[Provided material Boundary: Start]

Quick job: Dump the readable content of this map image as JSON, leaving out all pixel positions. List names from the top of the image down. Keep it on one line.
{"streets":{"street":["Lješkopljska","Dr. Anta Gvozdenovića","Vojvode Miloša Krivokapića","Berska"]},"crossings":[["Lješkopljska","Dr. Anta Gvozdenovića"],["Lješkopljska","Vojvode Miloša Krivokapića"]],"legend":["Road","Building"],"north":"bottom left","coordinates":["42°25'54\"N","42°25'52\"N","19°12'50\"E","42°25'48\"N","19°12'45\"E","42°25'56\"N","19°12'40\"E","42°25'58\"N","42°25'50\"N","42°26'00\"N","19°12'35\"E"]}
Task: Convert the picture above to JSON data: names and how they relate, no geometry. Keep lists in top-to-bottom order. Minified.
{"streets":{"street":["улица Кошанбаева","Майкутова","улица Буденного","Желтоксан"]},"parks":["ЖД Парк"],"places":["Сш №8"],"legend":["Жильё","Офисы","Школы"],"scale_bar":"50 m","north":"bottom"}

[Provided material Boundary: End]

# [Task to carry out]
Copy each line of the data above without altering a single character.

# [Solution to this problem]
Quick job: Dump the readable content of this map image as JSON, leaving out all pixel positions. List names from the top of the image down. Keep it on one line.
{"streets":{"street":["Lješkopljska","Dr. Anta Gvozdenovića","Vojvode Miloša Krivokapića","Berska"]},"crossings":[["Lješkopljska","Dr. Anta Gvozdenovića"],["Lješkopljska","Vojvode Miloša Krivokapića"]],"legend":["Road","Building"],"north":"bottom left","coordinates":["42°25'54\"N","42°25'52\"N","19°12'50\"E","42°25'48\"N","19°12'45\"E","42°25'56\"N","19°12'40\"E","42°25'58\"N","42°25'50\"N","42°26'00\"N","19°12'35\"E"]}
Task: Convert the picture above to JSON data: names and how they relate, no geometry. Keep lists in top-to-bottom order. Minified.
{"streets":{"street":["улица Кошанбаева","Майкутова","улица Буденного","Желтоксан"]},"parks":["ЖД Парк"],"places":["Сш №8"],"legend":["Жильё","Офисы","Школы"],"scale_bar":"50 m","north":"bottom"}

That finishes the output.